On the back of the news, BearingPoint’s share price tumbled over 23% in early trading to an all-time low of $2.80. As recently as July, the company was valued at over $7.50 per share, but analysts’ concerns over the company’s cost levels have forced its shares into freefall.

Former Oracle CFO You has been in charge at BearingPoint since March 2005. He was brought in to replace former chief Randolph Blazer, who resigned after the discovery of significant accounting errors. It was initially thought that You had been appointed to oversee a sell-off because his former employment included a spell assisting Morgan Stanley with its IPO.

You’s main achievement while at BearingPoint has been getting the company’s financial reporting back on track. This has been a long and drawn-out process, but with its third-quarter results being released on time, BearingPoint said it has shed its late filer status once and for all.

He will be replaced by Ed Harbach, who joined BearingPoint as president and COO in January. Prior to this, Harbach worked at Accenture where he filled a variety of roles including CIO and managing partner of the Japanese operation.

In its third-quarter filing, BearingPoint revealed a net loss of $68.0m, compared to a loss of $29.6m in the same period the previous year, on revenue that grew 2.2% to $861.9m. The company’s quarterly total costs were up 6.6% at $729.3m, including other costs which increased 41.2% to $81.8m. BearingPoint said the sharp increase in other costs was largely the result of a rise in the number of non-billable employees, higher recruiting costs, and a software impairment charge incurred in the EMEA region.

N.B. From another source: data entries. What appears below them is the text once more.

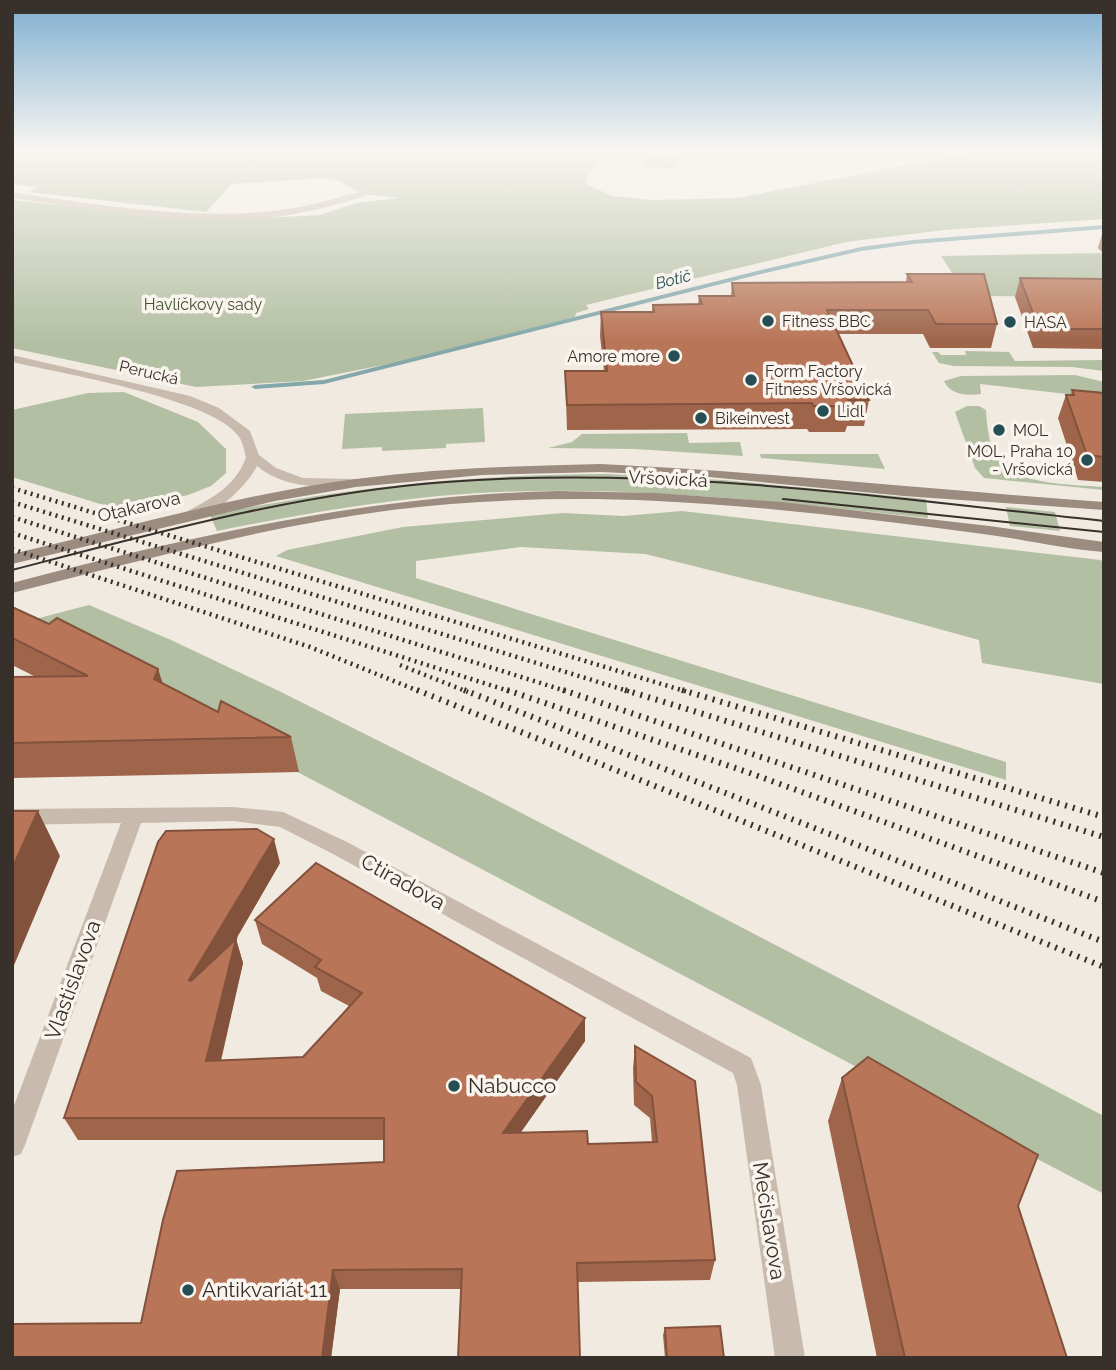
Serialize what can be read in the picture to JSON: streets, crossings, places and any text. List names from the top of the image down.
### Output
{
  "streets": {
    "main road": ["Vršovická", "Otakarova"],
    "street": [
      "Perucká",
      "Ctiradova",
      "Vlastislavova",
      "Mečislavova"
    ]
  },
  "crossings": [
    ["Vršovická", "Otakarova"],
    ["Ctiradova", "Vlastislavova"],
    ["Ctiradova", "Mečislavova"]
  ],
  "water": ["Botič"],
  "parks": ["Havlíčkovy sady"],
  "places": [
    "Fitness BBC",
    "HASA",
    "Amore more",
    "Form Factory Fitness Vršovická",
    "Lidl",
    "Bikeinvest",
    "MOL",
    "MOL, Praha 10 - Vršovická",
    "Nabucco",
    "Antikvariát 11"
  ]
}
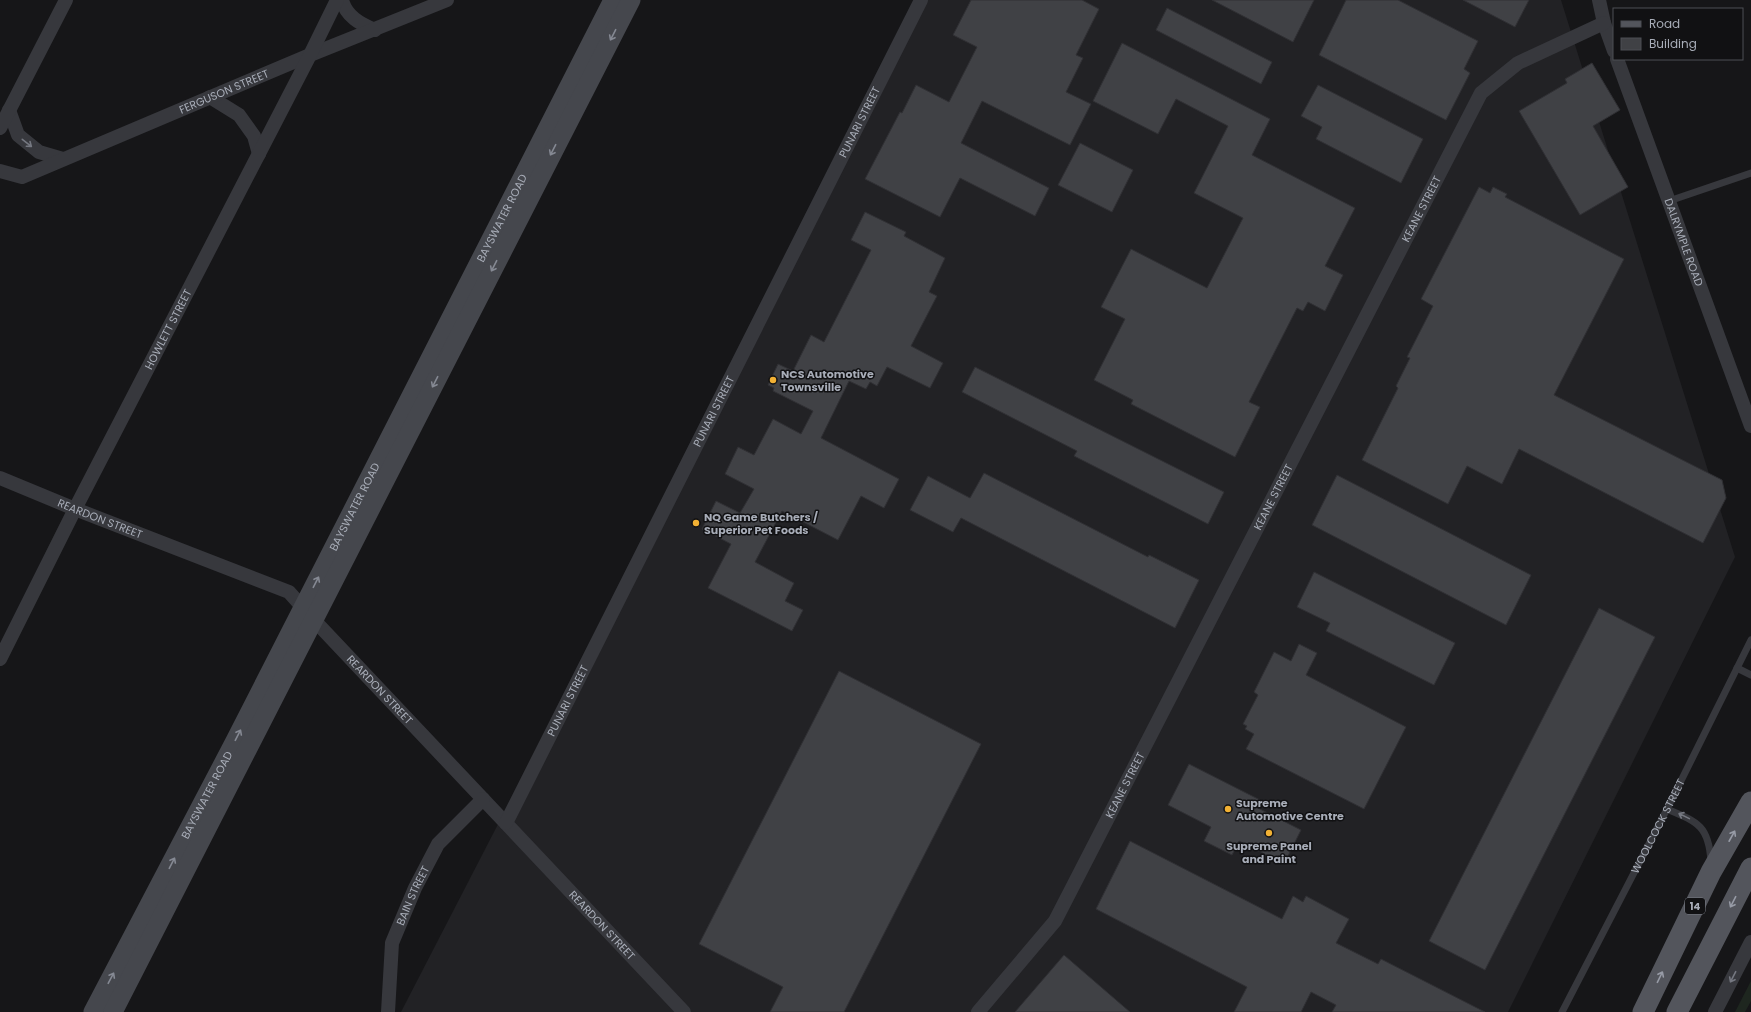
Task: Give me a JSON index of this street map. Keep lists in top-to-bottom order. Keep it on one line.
{"streets":{"main road":["BAYSWATER ROAD","14"],"street":["FERGUSON STREET","PUNARI STREET","KEANE STREET","DALRYMPLE ROAD","HOWLETT STREET","REARDON STREET","BAIN STREET"],"lane":["WOOLCOCK STREET"]},"crossings":[["FERGUSON STREET","HOWLETT STREET"],["PUNARI STREET","REARDON STREET"],["BAYSWATER ROAD","REARDON STREET"],["HOWLETT STREET","REARDON STREET"],["REARDON STREET","BAIN STREET"]],"places":["NCS Automotive Townsville","NQ Game Butchers / Superior Pet Foods","Supreme Automotive Centre","Supreme Panel and Paint"],"legend":["Road","Building"]}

BearingPoint’s public services operation grew sales by 8.7% to $362.9m, while revenue from the company’s EMEA business increased by 10.3% to $184.3m. However, financial services business slumped 31.6% to $66.4m, which BearingPoint said was due to the winding down of the business unit’s largest client engagement during 2007, the continuing effects of losses of senior staff in certain of our higher rate business sectors and early termination of some engagements by banking sector clients in response to recently reported losses related to asset write-downs.